Indonesia did, in fact, initiate a case against the EU at the World Trade Organization (or WTO) over palm oil in 2019; a case in which the WTO Dispute Settlement Panel largely sided with Indonesia (in January 2025) as this WTO panel found that the EU's policies, particularly the way palm oil was classified as high ILUC-risk and the design of low ILUC-risk criteria, were discriminatory against palm oil-based biofuels from Indonesia compared to similar products produced in the EU (such as rapeseed and sunflower oil).

While palm oil has been a topic of squabble and irritation for years (or, at least, that is what seemed to be the case in EU-Indonesia negotiations), that problem is now apparently (and suddenly) smoothed out. And this leads to the question: why now?
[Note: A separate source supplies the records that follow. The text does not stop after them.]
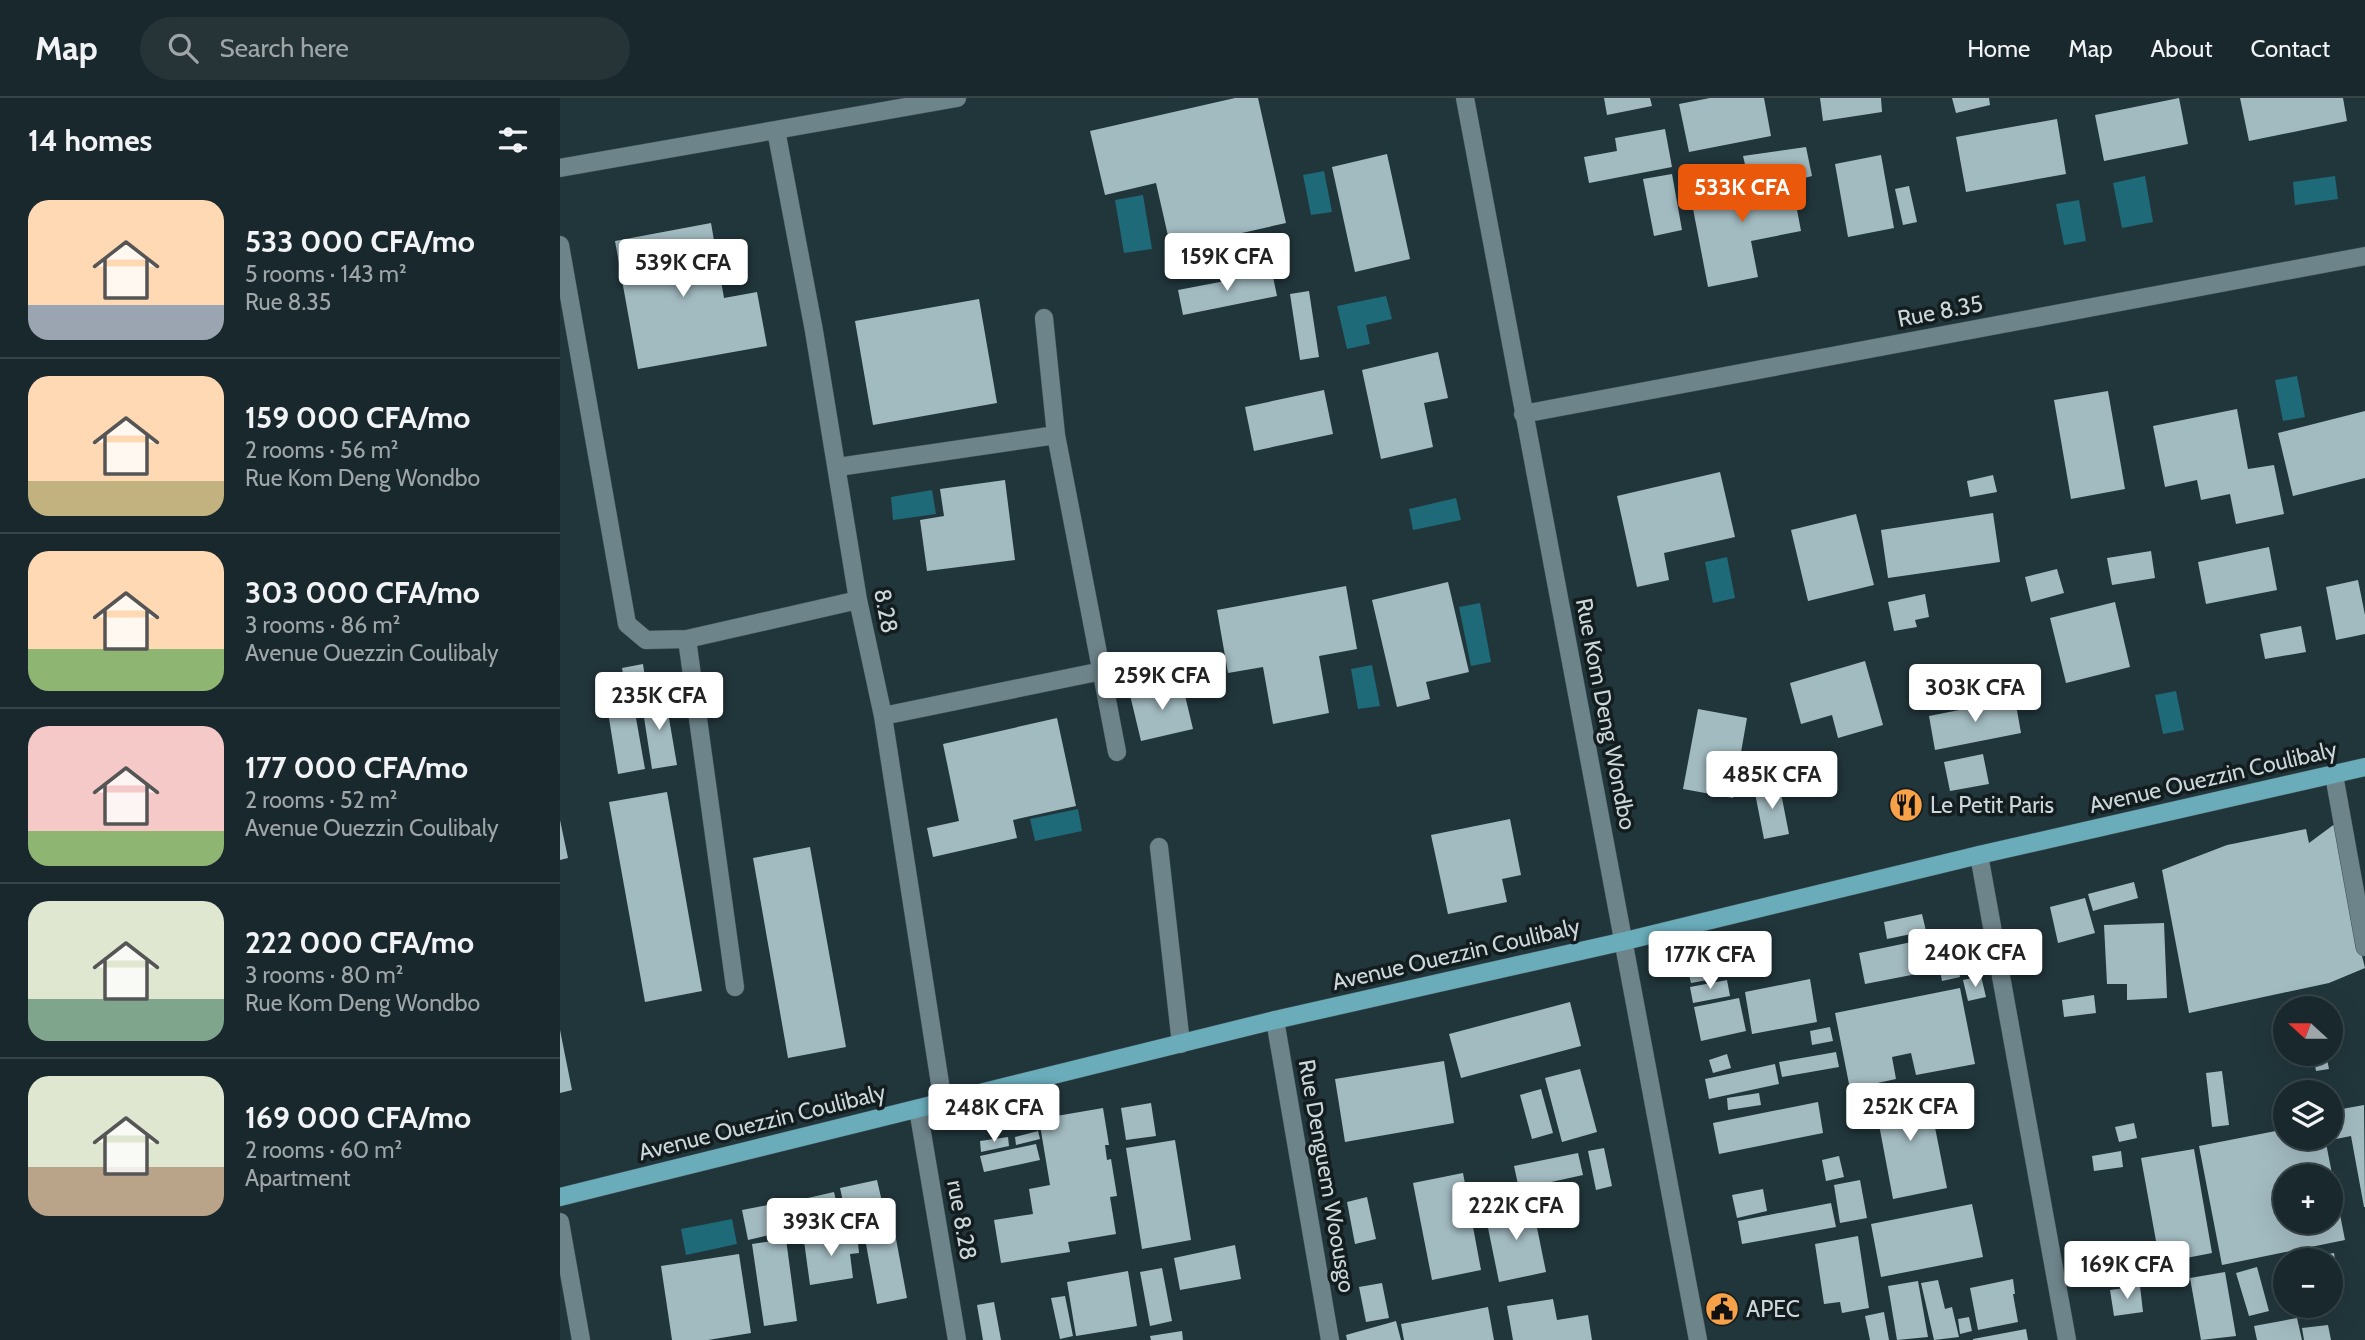 <!DOCTYPE html>
<meta charset="utf-8">
<style>
:root{--surface:#19282c;--page:#263438;--text:#f1f3f6;--muted:#9fa6a9;--line:#374448;--accent:#ea580c}
body{margin:0;font-family:Cabin,sans-serif;background:var(--page);color:var(--text);height:100vh;display:flex;flex-direction:column;font-size:26px;white-space:nowrap}
*{box-sizing:border-box;margin:0}
p{font-size:23px;color:var(--muted)}
.icon{flex:none;width:38px;height:38px;fill:none;stroke:currentColor;stroke-width:2;stroke-linecap:round;stroke-linejoin:round}
.map{position:relative;flex:1;overflow:hidden}
.sheet{display:flex;flex-direction:column;background:var(--surface);width:560px}
.sheet>*{flex:none}
.needle{width:46px;rotate:291deg}
.buttons{position:absolute;left:1713px;top:898px;display:grid;gap:14px}
.buttons a{display:grid;place-items:center;width:70px;height:70px;border-radius:50%;background:var(--surface);box-shadow:0 7px 28px #0002,0 0 0 2px var(--line);font-size:35px}
.price{position:absolute;translate:-50% -60px;padding:0 16px;border-radius:7px;background:#fff;color:#222;font-size:23px;line-height:46px;filter:drop-shadow(0 2px 4px #0008)}
.price::after{content:'';position:absolute;left:50%;top:42px;width:21px;height:16px;margin-left:-10px;background:inherit;clip-path:polygon(0 0,100% 0,50% 100%)}
.price.on{background:var(--accent);color:#fff}
ul{padding:0;list-style:none}
li{display:flex;align-items:center;gap:21px;height:175px;padding:0 28px}
li+li{border-top:2px solid var(--line)}
li span{display:grid;place-items:center;flex:none;width:196px;height:140px;border-radius:21px;color:#555}
li>.icon{margin-inline-start:auto}
span .icon{width:84px;height:84px;fill:#fffc;stroke-width:1}
li b{font-size:30px}
h2{display:flex;justify-content:space-between;align-items:center;height:84px;padding:0 28px;font-size:30px}
header{display:flex;align-items:center;gap:42px;box-sizing:border-box;height:98px;padding:0 35px;background:var(--surface);border-bottom:2px solid var(--line)}
header strong{font-size:33px}
nav{display:flex;gap:38px;margin-inline-start:auto;font-size:24px}
.search{width:490px;height:63px;background:var(--page);display:flex;align-items:center;gap:18px;box-sizing:border-box;padding:0 24px;border-radius:38px;color:var(--muted);font-size:26px}
main{display:flex;flex:1;min-height:0}
.map>svg:first-child{display:block}
.water{fill:#1e6a79}
.building{fill:#a2bbc1;fill-rule:evenodd}
.lines{fill:none;stroke-linecap:round;stroke-linejoin:round}
.minor-casing{stroke:#3f5156;stroke-width:19}
.major-casing{stroke:#3f5156;stroke-width:19}
.minor{stroke:#6d848a;stroke-width:18}
.major{stroke:#6aacba;stroke-width:18}
.labels{text-anchor:middle;stroke-width:7;stroke-linejoin:round;paint-order:stroke}
.street-label{font-size:23px;fill:#cbd7da;stroke:#131c1e}
.poi-label{font-size:23px;fill:#cbd7da;stroke:#131c1e;text-anchor:start}
</style>
<header>
<strong>Map</strong>
<div class="search"><svg class="icon" aria-label="search" viewBox="0 0 24 24"><circle cx="10" cy="10" r="6"/><path d="M15 15l6 6"/></svg>Search here</div>
<nav><a>Home</a><a>Map</a><a>About</a><a>Contact</a></nav>
</header>
<main>
<section class="sheet">
<h2>14 homes<svg class="icon" aria-label="filters" viewBox="0 0 24 24"><path d="M4 7h16M4 17h16"/><circle cx="9" cy="7" r="2"/><circle cx="15" cy="17" r="2"/></svg></h2>
<ul>
<li><span style="background:linear-gradient(#ffd9b3 75%,#9aa5b1 0)"><svg class="icon" aria-label="home" viewBox="0 0 24 24"><path d="M3 11l9-7 9 7M6 9v11h12V9"/></svg></span><div><b>533 000 CFA/mo</b><p>5 rooms · 143 m²</p><p>Rue 8.35</p></div></li>
<li><span style="background:linear-gradient(#ffd9b3 75%,#c2b280 0)"><svg class="icon" aria-label="home" viewBox="0 0 24 24"><path d="M3 11l9-7 9 7M6 9v11h12V9"/></svg></span><div><b>159 000 CFA/mo</b><p>2 rooms · 56 m²</p><p>Rue Kom Deng Wondbo</p></div></li>
<li><span style="background:linear-gradient(#ffd9b3 70%,#8fb573 0)"><svg class="icon" aria-label="home" viewBox="0 0 24 24"><path d="M3 11l9-7 9 7M6 9v11h12V9"/></svg></span><div><b>303 000 CFA/mo</b><p>3 rooms · 86 m²</p><p>Avenue Ouezzin Coulibaly</p></div></li>
<li><span style="background:linear-gradient(#f6c9c9 75%,#8fb573 0)"><svg class="icon" aria-label="home" viewBox="0 0 24 24"><path d="M3 11l9-7 9 7M6 9v11h12V9"/></svg></span><div><b>177 000 CFA/mo</b><p>2 rooms · 52 m²</p><p>Avenue Ouezzin Coulibaly</p></div></li>
<li><span style="background:linear-gradient(#dfe7d0 70%,#7fa58c 0)"><svg class="icon" aria-label="home" viewBox="0 0 24 24"><path d="M3 11l9-7 9 7M6 9v11h12V9"/></svg></span><div><b>222 000 CFA/mo</b><p>3 rooms · 80 m²</p><p>Rue Kom Deng Wondbo</p></div></li>
<li><span style="background:linear-gradient(#dfe7d0 65%,#b9a48a 0)"><svg class="icon" aria-label="home" viewBox="0 0 24 24"><path d="M3 11l9-7 9 7M6 9v11h12V9"/></svg></span><div><b>169 000 CFA/mo</b><p>2 rooms · 60 m²</p><p>Apartment</p></div></li>
</ul>
</section>
<div class="map">
<svg width="1805" height="1242" viewBox="0 0 1805 1242">
<rect width="100%" height="100%" fill="#21363b"/>
<path class="water" d="M764,73L772,114L751,117L743,77Z
M1585,78L1593,124L1562,130L1553,85Z
M1775,78L1778,101L1735,107L1733,84Z
M583,97L592,151L564,155L555,102Z
M1519,102L1526,143L1504,147L1496,106Z
M826,198L832,221L806,227L810,246L787,251L777,208Z
M1737,278L1745,319L1723,323L1715,282Z
M372,392L376,416L333,422L331,399Z
M896,400L901,422L853,432L849,411Z
M1167,459L1175,500L1153,505L1145,464Z
M920,505L931,564L911,568L899,509Z
M812,567L820,608L798,611L791,571Z
M1616,593L1624,632L1603,636L1595,597Z
M518,711L522,733L475,743L470,721Z
M172,1121L177,1146L126,1157L121,1131Z"/>
<path class="building" d="M675,0H698L726,125L611,151L596,85L545,97L530,33Z
M1044,0H1090L1092,8L1047,17Z
M1150,0H1204L1211,38L1129,54L1119,6Z
M1260,0H1321L1322,14L1263,23Z
M1392,0H1429L1430,7L1396,15Z
M1619,0L1628,46L1544,63L1535,17Z
M1680,0H1783L1787,23L1689,43Z
M1497,21L1506,76L1406,94L1396,39Z
M1105,31L1112,69L1029,85L1024,59L1057,53L1055,40Z
M1246,49L1252,78L1237,82L1233,70L1188,79L1183,58Z
M827,56L850,161L795,174L772,69Z
M1321,57L1334,130L1288,139L1275,66Z
M1230,75L1241,133L1191,143L1198,179L1148,189L1130,95Z
M1112,76L1122,132L1094,138L1083,81Z
M1349,88L1357,124L1343,127L1335,91Z
M151,125L164,200L197,194L207,248L78,271L55,143Z
M712,174L717,198L623,217L618,192Z
M749,193L759,259L740,262L730,196Z
M419,201L437,305L313,327L295,223Z
M878,254L888,300L864,305L873,349L821,361L802,272Z
M764,292L773,336L694,353L685,309Z
M1548,293L1565,391L1511,401L1494,302Z
M1677,311L1688,371L1714,367L1724,416L1676,426L1670,396L1641,402L1637,382L1605,389L1593,328Z
M1805,313V380L1733,398L1718,335Z
M1160,374L1175,439L1104,455L1109,482L1077,489L1057,398Z
M1433,377L1437,394L1410,399L1407,383Z
M445,382L455,462L367,473L360,422L384,418L380,391Z
M1433,415L1440,464L1328,480L1321,432Z
M1296,416L1314,487L1248,503L1231,432Z
M1709,449L1717,492L1646,506L1638,464Z
M1591,453L1595,480L1552,487L1547,460Z
M1497,471L1504,495L1471,504L1465,479Z
M1798,482L1805,517V536L1776,542L1766,489Z
M888,484L909,574L866,584L870,601L837,609L812,502Z
M786,488L797,551L759,558L769,615L713,626L703,569L668,575L657,512Z
M1365,496L1369,519L1355,522L1357,529L1334,533L1328,504Z
M1555,504L1570,569L1506,585L1490,520Z
M1741,528L1746,554L1705,561L1700,536Z
M1305,563L1323,627L1278,640L1272,617L1241,626L1230,585Z
M83,566L86,586L65,589L62,570Z
M622,585L633,631L581,643L570,597Z
M105,597L117,667L92,671L81,600Z
M1455,601L1461,635L1375,652L1369,618Z
M73,603L85,671L58,676L47,608Z
M1138,611L1187,620L1173,700L1123,691Z
M497,620L516,708L453,722L457,740L373,759L367,730L399,723L383,646Z
M1423,656L1429,686L1390,693L1384,664Z
M1219,685L1229,736L1204,741L1194,690Z
M107,694L142,893L85,904L49,704Z
M950,721L961,777L942,781L947,804L888,816L871,737Z
M0,722L8,760L0,762Z
M1776,725L1793,821L1805,870L1769,885L1629,915L1602,772L1667,747L1746,731L1749,745Z
M250,749L286,949L228,960L193,760Z
M1574,784L1578,800L1533,813L1528,796Z
M1525,800L1535,835L1498,845L1490,809Z
M1362,816L1366,833L1327,841L1324,824Z
M1604,825L1607,900L1567,902V886H1547L1544,827Z
M1391,835L1400,879L1382,883L1373,838Z
M1366,841L1372,873L1305,886L1299,855Z
M1177,863L1180,873L1165,878L1162,867Z
M1155,867L1158,880L1131,885L1128,873Z
M1421,878L1426,899L1408,903L1403,882Z
M1250,881L1257,924L1192,936L1185,894Z
M1167,882L1170,898L1133,905L1130,889Z
M1400,890L1415,966L1356,977L1351,955L1332,959L1336,981L1290,991L1275,915Z
M1534,897L1536,915L1504,919L1502,902Z
M1179,900L1186,933L1141,943L1134,909Z
M1010,904L1021,948L901,980L889,936Z
M1270,929L1273,943L1252,947L1250,933Z
M0,932L12,992L0,995Z
M1276,954L1279,969L1222,979L1219,964Z
M1167,956L1171,970L1153,975L1149,962Z
M1753,956H1766L1769,971L1756,973Z
M884,963L894,1025L785,1044L775,981Z
M1215,966L1219,986L1149,1001L1145,981Z
M1020,971L1037,1034L1002,1044L985,980Z
M1662,973L1669,1027L1652,1029L1646,975Z
M1367,989L1387,1090L1333,1101L1314,1000Z
M981,991L993,1035L972,1041L960,997Z
M1199,995L1201,1007L1168,1012L1167,1000Z
M1258,1004L1263,1035L1159,1056L1153,1025Z
M591,1005L596,1038L566,1042L561,1010Z
M1804,1007L1805,1109H1804L1791,1038L1771,1042V1013Z
M543,1010L549,1047H545L547,1062L551,1061L557,1098L550,1099L556,1136L508,1144L510,1154L441,1165L434,1122L473,1116L469,1091L490,1087L479,1021Z
M1574,1025L1577,1040L1559,1044L1555,1029Z
M1726,1031V1040H1765L1785,1142L1662,1167L1639,1048ZM1726,1078H1771V1124H1726Z
M478,1033L480,1041L456,1047L455,1039Z
M448,1039L449,1048L421,1054L420,1043Z
M615,1042L631,1142L582,1151L566,1050Z
M476,1046L480,1062L424,1074L420,1058Z
M1044,1050L1052,1088L1036,1092L1028,1053Z
M1634,1051L1652,1155L1600,1165L1581,1060Z
M1561,1053L1563,1069L1534,1073L1532,1058Z
M1018,1055L1023,1077L959,1091L954,1068Z
M1279,1058L1284,1079L1266,1083L1262,1062Z
M903,1075L921,1172L872,1182L853,1085Z
M317,1082L323,1108L286,1117L280,1090Z
M1300,1082L1307,1120L1280,1125L1274,1087Z
M1203,1091L1207,1113L1177,1120L1172,1097Z
M274,1094L281,1123L219,1136L213,1108Z
M807,1099L816,1141L795,1146L787,1104Z
M972,1105L986,1174L939,1184L925,1115Z
M1271,1105L1276,1129L1182,1146L1178,1123Z
M1412,1106L1423,1159L1321,1179L1311,1126Z
M208,1107L213,1136L188,1142L182,1112Z
M331,1114L347,1200L317,1206L301,1119Z
M297,1135L299,1155L290,1156L293,1180L250,1187L244,1143Z
M1298,1138L1309,1210L1282,1215L1280,1204L1264,1206L1255,1146Z
M226,1141L237,1223L204,1228L192,1146Z
M675,1147L681,1181L620,1192L614,1160Z
M1774,1155L1781,1198L1771,1200V1162L1737,1161Z
M179,1156L191,1235L148,1242H112L101,1168Z
M1697,1169L1709,1213L1689,1218L1676,1175Z
M602,1170L612,1223L590,1228L580,1174Z
M568,1173L577,1228L516,1238L507,1184Z
M1665,1174L1676,1238L1641,1242L1630,1180Z
M1453,1181L1455,1196H1453L1458,1224L1418,1232L1410,1190Z
M1378,1182L1385,1211L1392,1209L1399,1239L1374,1242L1361,1185Z
M1358,1183L1368,1239L1337,1242L1328,1188Z
M822,1185L829,1220L806,1224L799,1189Z
M1580,1188L1583,1214L1554,1218L1550,1192Z
M505,1198L513,1238L500,1241L491,1200Z
M993,1201L997,1222L1028,1217L1032,1242H953L947,1208Z
M434,1204L441,1242H423L417,1207Z
M928,1209L934,1242H844L841,1226Z
M1324,1214L1329,1242H1310L1305,1218Z
M1409,1219L1412,1233L1400,1236L1398,1221Z
M1737,1220L1742,1242H1697L1694,1228Z
M836,1223L841,1242H787L786,1237Z
M1768,1227L1771,1242H1744L1742,1230Z
M1466,1231L1468,1242H1413V1241Z
M622,1233L623,1242H591L590,1238Z"/>
<g class="lines">
<g class="minor-casing">
<path id="minor" d="M905,0C981,414 1063,828 1138,1242
M216,32L254,233L298,502L323,618L383,1005
M0,70L397,0
M0,147L67,526L86,542L127,541L298,502
M484,220L496,337L557,654
M963,316L1805,158
M278,369L496,337
M127,541L175,889
M323,618L542,573
M1774,677L1805,849
M599,749L621,946
M1419,757L1507,1242
M715,922L770,1242
M358,1011L397,1242
M0,1124L21,1242"/>
</g>
<g class="major-casing">
<path id="major" d="M0,1099L715,922L1065,843L1419,757L1805,669"/>
</g>
<use href="#minor" class="minor"/>
<use href="#major" class="major"/>
</g>
<defs>
<g id="restaurant-disc" transform="scale(1.75)"><circle r="9.5" fill="#f7a149" stroke="#131c1e"/><path d="M-5-6h1v4h1v-4h1v4h1v-4h1v5L-1.5 .5V6h-2V.5L-5-1ZM5-6V6H3V1.5H1.5Q1.5-4 5-6Z" fill="#111"/></g>
<g id="civic-disc" transform="scale(1.75)"><circle r="9.5" fill="#f7a149" stroke="#131c1e"/><path d="M-.6-6.5H3V-4.5H.6V-3L4-1V1h2V6H-6V1h2V-1L-.6-3ZM-1.2 2.5V6h2.4V2.5Z" fill="#111"/></g>
</defs>
<g fill-rule="evenodd">
<use href="#restaurant-disc" x="1346" y="707"/>
<use href="#civic-disc" x="1162" y="1211"/>
</g>
<g class="labels">
<g class="street-label">
<text transform="translate(1380 213) rotate(-11)" y="8">Rue 8.35</text>
<text transform="translate(326 513) rotate(79)" y="8">8.28</text>
<text transform="translate(1046 616) rotate(79)" y="8">Rue Kom Deng Wondbo</text>
<text transform="translate(1653 679) rotate(-13)" y="8">Avenue Ouezzin Coulibaly</text>
<text transform="translate(896 856) rotate(-13)" y="8">Avenue Ouezzin Coulibaly</text>
<text transform="translate(202 1024) rotate(-14)" y="8">Avenue Ouezzin Coulibaly</text>
<text transform="translate(767 1078) rotate(80)" y="8">Rue Denguem Woousgo</text>
<text transform="translate(402 1122) rotate(80)" y="8">rue 8.28</text>
</g>
<g class="poi-label">
<text x="1370" y="715">Le Petit Paris</text>
<text x="1186" y="1219">APEC</text>
</g>
</g>
</svg>
<div class="buttons">
<a><svg class="needle" viewBox="-14 -14 28 28"><path d="M0-13l5 13h-10z" fill="#e53935"/><path d="M0 13l5-13h-10z" fill="#9fa6a9"/></svg></a>
<a><svg class="icon" aria-label="layers" viewBox="0 0 24 24"><path d="M12 4l9 5-9 5-9-5zM3 14l9 5 9-5"/></svg></a>
<a>+</a>
<a>−</a>
</div>
<b class="price on" style="left:1182px;top:126px">533K CFA</b>
<b class="price" style="left:667px;top:195px">159K CFA</b>
<b class="price" style="left:123px;top:201px">539K CFA</b>
<b class="price" style="left:602px;top:614px">259K CFA</b>
<b class="price" style="left:1415px;top:626px">303K CFA</b>
<b class="price" style="left:99px;top:634px">235K CFA</b>
<b class="price" style="left:1212px;top:713px">485K CFA</b>
<b class="price" style="left:1415px;top:891px">240K CFA</b>
<b class="price" style="left:1150px;top:893px">177K CFA</b>
<b class="price" style="left:1350px;top:1045px">252K CFA</b>
<b class="price" style="left:434px;top:1046px">248K CFA</b>
<b class="price" style="left:956px;top:1144px">222K CFA</b>
<b class="price" style="left:271px;top:1160px">393K CFA</b>
<b class="price" style="left:1567px;top:1203px">169K CFA</b>
</div>
</main>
The timing of the agreement does make us somewhat suspicious whether Donald Trump’s presence in the White House plays a role. After all, US President Trump has been aggressively trying to gain more advantage from US foreign trade by imposing import tariffs (and threatening to raise these tariffs further). These tariffs are bound to affect the EU and Indonesia. Both the EU and Indonesia were hit by the baseline 10 percent tariff that was imposed on 5 April 2025. Moreover, in July 2025, Trump announced that a 30 percent tariff was planned to be imposed on most imports from the EU per 1 August 2025. Meanwhile, in March 2025, President Trump announced and implemented a 25 percent tariff on imports of steel and aluminum from the EU and other trading partners.

Considering the US is the EU’s largest trading partner for goods and services (with the US receiving slightly over 20 percent of all exports from the EU), one can imagine that the steep US import tariffs on the EU are certainly worrying for EU trade, hence for the EU’s manufacturing industries. That may very well be an incentive for the EU to speed up trade talks with other countries, including Indonesia.